On cite souvent cet effet en science. Un Alsacien curieux a voulu savoir si la légende des bébés apportés dans un fichu par les cigognes était fondée. Il a compté le nombre de cigognes dans chaque village (ou plutôt le "proxy" du nombre de nids sur les toits) et l'a rapproché des déclarations de naissances à l'état-civil. Il a tracé un graphe indiquant en ordonnée le nombre des naissances et en abscisse le nombre de cigognes et il a découvert que les points se situaient sur une droite.
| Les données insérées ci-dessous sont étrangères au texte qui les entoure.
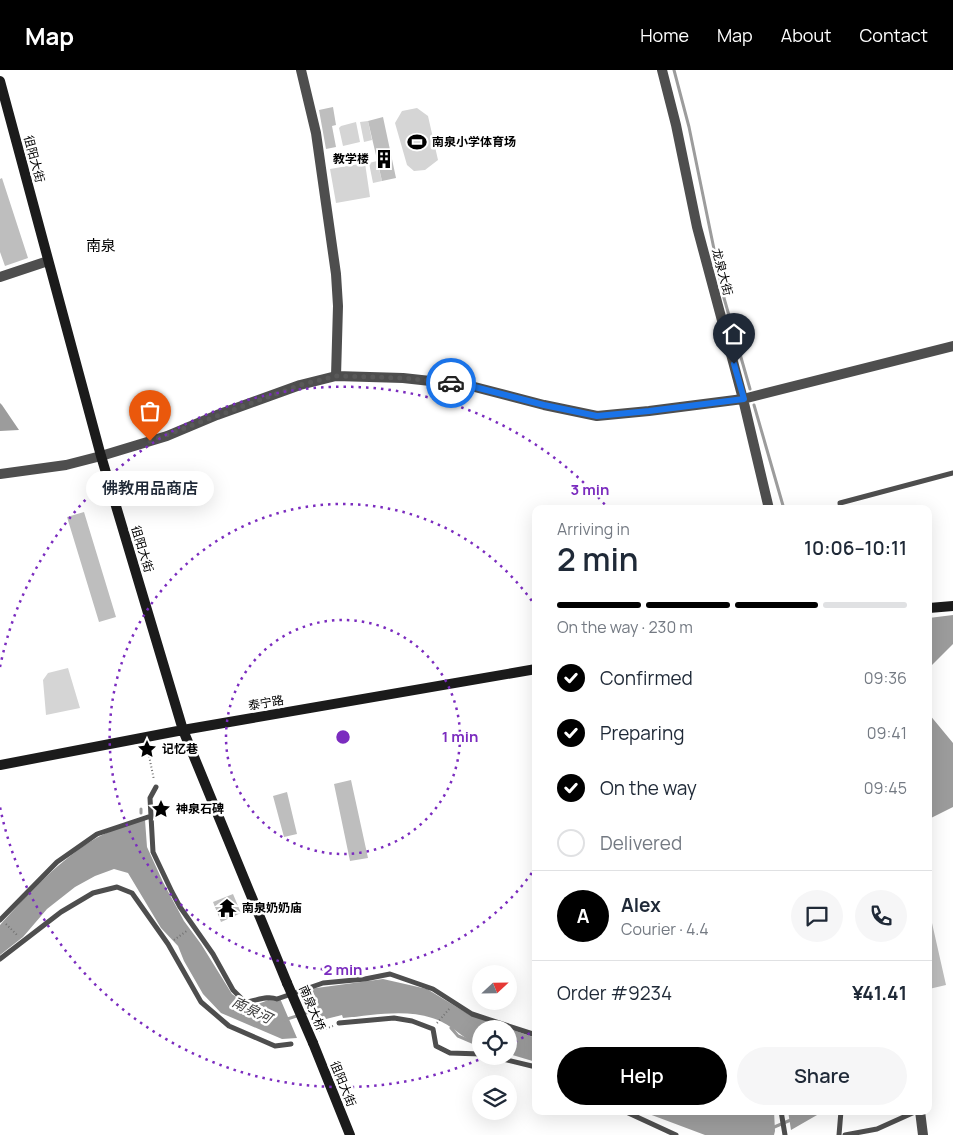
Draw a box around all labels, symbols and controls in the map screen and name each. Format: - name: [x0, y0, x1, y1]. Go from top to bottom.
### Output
- text: Map: [25, 19, 74, 52]
- text: Home: [640, 23, 689, 47]
- text: Map: [717, 23, 753, 47]
- text: About: [781, 23, 831, 47]
- text: Contact: [859, 23, 928, 47]
- sports icon: 南泉小学体育场: [406, 131, 428, 153]
- street label: 徂阳大街: [20, 133, 49, 184]
- place label: 南泉小学体育场: [432, 133, 516, 150]
- building icon: 教学楼: [373, 148, 395, 170]
- place label: 教学楼: [333, 150, 369, 167]
- district label: 南泉: [86, 235, 116, 256]
- street label: 龙泉大街: [708, 246, 737, 297]
- pin: [713, 313, 755, 364]
- icon: home: [720, 320, 748, 348]
- courier: [426, 358, 476, 408]
- icon: car: [437, 369, 465, 397]
- pin: [129, 390, 171, 441]
- icon: bag: [136, 397, 164, 425]
- callout: 佛教用品商店: [86, 471, 214, 506]
- text: 佛教用品商店: [102, 477, 198, 499]
- text: 3 min: [571, 479, 609, 500]
- text: Arriving in: [557, 518, 630, 540]
- street label: 徂阳大街: [127, 523, 158, 574]
- text: 10:06–10:11: [804, 535, 907, 561]
- text: 2 min: [557, 537, 639, 581]
- text: On the way · 230 m: [557, 616, 693, 638]
- icon: check: [557, 664, 585, 692]
- text: Confirmed: [600, 665, 693, 691]
- text: 09:36: [864, 667, 907, 689]
- street label: 泰宁路: [247, 691, 285, 714]
- icon: check: [557, 719, 585, 747]
- text: Preparing: [600, 720, 685, 746]
- text: 09:41: [867, 722, 907, 744]
- text: 1 min: [442, 726, 478, 747]
- centre of rings: [334, 728, 352, 746]
- place icon: 记忆巷: [136, 738, 158, 760]
- place label: 记忆巷: [162, 740, 198, 757]
- icon: check: [557, 774, 585, 802]
- text: On the way: [600, 775, 697, 801]
- text: 09:45: [864, 777, 907, 799]
- place icon: 神泉石碑: [150, 798, 172, 820]
- place label: 神泉石碑: [176, 800, 224, 817]
- text: Delivered: [600, 830, 682, 856]
- button: chat: [791, 890, 843, 942]
- button: phone: [855, 890, 907, 942]
- text: Alex: [621, 892, 661, 918]
- temple icon: 南泉奶奶庙: [216, 897, 238, 919]
- place label: 南泉奶奶庙: [242, 899, 302, 916]
- text: A: [577, 903, 589, 929]
- text: Courier · 4.4: [621, 918, 709, 940]
- text: 2 min: [323, 959, 363, 980]
- north arrow: [472, 965, 518, 1010]
- map controls: [472, 965, 517, 1120]
- text: Order #9234: [557, 980, 672, 1006]
- text: ¥41.41: [852, 980, 907, 1006]
- street label: 南泉大桥: [295, 982, 330, 1033]
- water label: 南泉河: [229, 992, 278, 1029]
- button: locate: [472, 1020, 517, 1065]
- button: Help: [557, 1047, 727, 1105]
- button: Share: [737, 1047, 907, 1105]
- street label: 徂阳大街: [327, 1058, 360, 1109]
- button: layers: [472, 1075, 517, 1120]

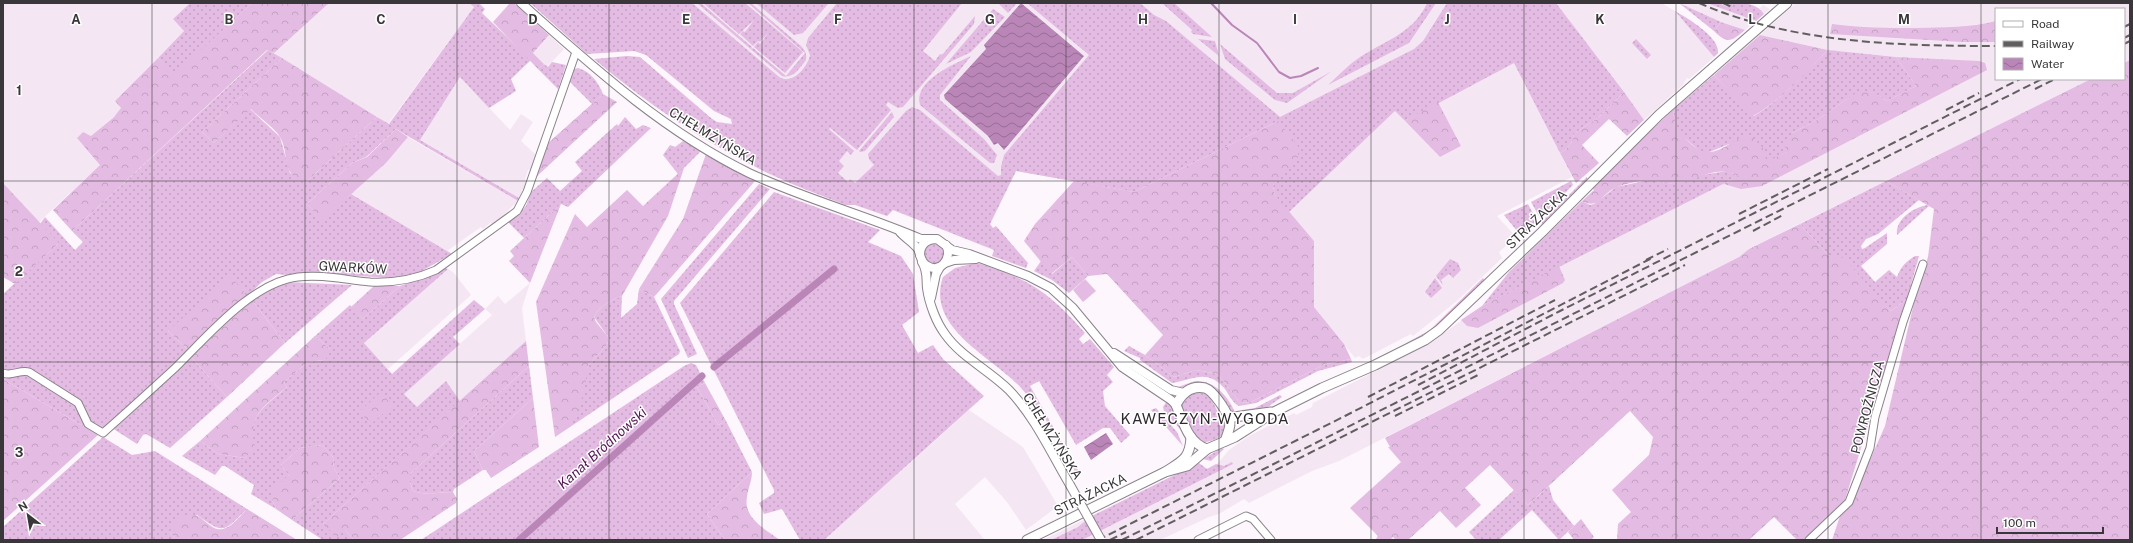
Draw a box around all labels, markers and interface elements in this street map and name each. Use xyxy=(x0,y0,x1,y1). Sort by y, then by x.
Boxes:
legend xyxy=(1995,8,2125,80)
text: A xyxy=(71,12,81,27)
text: B xyxy=(225,12,234,27)
text: C xyxy=(376,12,386,27)
text: D xyxy=(528,12,538,27)
text: E xyxy=(682,12,690,27)
text: F xyxy=(834,12,842,27)
text: G xyxy=(985,12,995,27)
text: H xyxy=(1138,12,1148,27)
text: I xyxy=(1293,12,1297,27)
text: J xyxy=(1444,12,1450,27)
text: K xyxy=(1595,12,1605,27)
text: L xyxy=(1748,12,1756,27)
text: M xyxy=(1898,12,1910,27)
text: Road xyxy=(2031,17,2059,31)
text: Railway xyxy=(2031,37,2075,51)
text: Water xyxy=(2031,57,2065,71)
text: 1 xyxy=(16,83,22,98)
street label: CHEŁMŻYŃSKA xyxy=(666,104,760,168)
street label: STRAŻACKA xyxy=(1503,187,1570,252)
street label: GWARKÓW xyxy=(318,257,388,277)
text: 2 xyxy=(15,264,23,279)
street label: POWROŹNICZA xyxy=(1847,359,1887,455)
street label: CHEŁMŻYŃSKA xyxy=(1020,390,1086,482)
water label: Kanał Bródnowski xyxy=(554,404,650,492)
district label: KAWĘCZYN-WYGODA xyxy=(1120,410,1290,427)
text: 3 xyxy=(15,445,24,460)
street label: STRAŻACKA xyxy=(1052,470,1129,518)
north arrow xyxy=(8,495,48,535)
text: N xyxy=(16,499,30,514)
scale bar xyxy=(1997,509,2103,535)
text: 100 m xyxy=(2003,516,2036,530)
Il a alors déclaré : Oui, les bébés sont bien apportés par les cigognes ! Cette historiette montre qu'il ne faut pas confondre corrélation et causalité. Le lecteur pourra trouver diverses applications de cet effet cigogne, en particulier dans le domaine qui nous intéresse beaucoup actuellement.

Auteur

Jean-Luc Roger, ingénieur polytechnique de Toulouse (INPT), chimie, génie chimique et maîtrise de sciences.

Les opinions exprimées dans cet article n'engagent que leur auteur et ne reflètent pas nécessairement celles de notre-planete.info

Par Enoch - Publié dans : Ecologie - Communauté : VOTRE ACTUALITE A LA UNE !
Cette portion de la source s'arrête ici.